HimBromBeere hat gesagt.:


> Was soll denn das?! Mit der zweiten String-Zuweisung überschreibst du die erste doch bloß, und
> 
> 
> 
> ...



da hab ich nur versucht über eine andere URL eine Verbindung zu bekommen was auch nich geklappt hat weil das gleiche Ergebnis rauskam..
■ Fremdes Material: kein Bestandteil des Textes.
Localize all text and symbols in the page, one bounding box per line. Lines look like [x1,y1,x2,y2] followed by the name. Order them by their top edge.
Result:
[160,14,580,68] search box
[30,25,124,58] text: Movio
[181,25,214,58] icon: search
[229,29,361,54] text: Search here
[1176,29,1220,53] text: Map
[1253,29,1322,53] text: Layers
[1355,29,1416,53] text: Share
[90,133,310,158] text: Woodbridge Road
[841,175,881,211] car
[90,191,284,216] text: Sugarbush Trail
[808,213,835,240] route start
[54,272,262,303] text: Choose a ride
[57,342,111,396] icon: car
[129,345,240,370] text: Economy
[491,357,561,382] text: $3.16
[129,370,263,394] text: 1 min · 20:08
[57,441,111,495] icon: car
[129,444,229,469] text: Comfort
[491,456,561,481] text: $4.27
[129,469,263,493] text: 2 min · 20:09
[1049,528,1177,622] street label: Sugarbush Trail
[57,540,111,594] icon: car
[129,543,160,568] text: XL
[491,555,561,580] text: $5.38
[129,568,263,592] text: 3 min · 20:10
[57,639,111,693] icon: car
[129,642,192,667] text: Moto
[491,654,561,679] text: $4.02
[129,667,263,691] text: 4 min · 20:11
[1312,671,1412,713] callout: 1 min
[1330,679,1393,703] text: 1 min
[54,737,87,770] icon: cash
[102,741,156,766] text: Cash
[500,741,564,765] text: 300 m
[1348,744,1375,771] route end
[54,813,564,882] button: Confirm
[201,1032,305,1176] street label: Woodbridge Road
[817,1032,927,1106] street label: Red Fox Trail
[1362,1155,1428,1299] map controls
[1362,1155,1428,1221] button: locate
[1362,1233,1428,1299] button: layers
Ja ich bin noch nicht so erfahren in diesem Gebiet und brauch dies für ein Projekt was ich bald abgeben muss! Ich hab wirklich probiert es zu lernen aber mir geht die Zeit davon.. Kannst du mir bitte den Link geben, wo ich nachlesen kann wie man den Klassenpfad einfügt? 
Vielen Dank!


----------



## irgendjemand (23. Apr 2012)

Celes hat gesagt.:


> Ja ich bin noch nicht so erfahren in diesem Gebiet und brauch dies für ein Projekt was ich bald abgeben muss! Ich hab wirklich probiert es zu lernen aber mir geht die Zeit davon.. Kannst du mir bitte den Link geben, wo ich nachlesen kann wie man den Klassenpfad einfügt?
> Vielen Dank!



NEIN ... da ich dir bereits einen tipp gegeben habe wo dies nach zu lesen ist ... zur not hilft auch das große G ...


----------



## Celes (23. Apr 2012)

ich meine nur.. wie fügt man dann den Klassenpfad ein?? Überall steht das man die Jar-Datei in den Klassenpfad einfügen muss nur wie? Ich hab wirklich schon überall nach einer Lösung gesucht aber es entweder falsch gemacht oder nicht verstanden


----------



## irgendjemand (24. Apr 2012)

Celes hat gesagt.:


> ich meine nur.. wie fügt man dann den Klassenpfad ein?? Überall steht das man die Jar-Datei in den Klassenpfad einfügen muss nur wie? Ich hab wirklich schon überall nach einer Lösung gesucht aber es entweder falsch gemacht oder nicht verstanden



wie gesagt : FAQ ...


----------



## Final_Striker (24. Apr 2012)

Celes hat gesagt.:


> ich meine nur.. wie fügt man dann den Klassenpfad ein?? Überall steht das man die Jar-Datei in den Klassenpfad einfügen muss nur wie? Ich hab wirklich schon überall nach einer Lösung gesucht aber es entweder falsch gemacht oder nicht verstanden



Schau mal hier: Datenbankverbindung (Java) ? Byte-Welt Wiki

Da ist ein Beispiel mit einer MySQL DB.


----------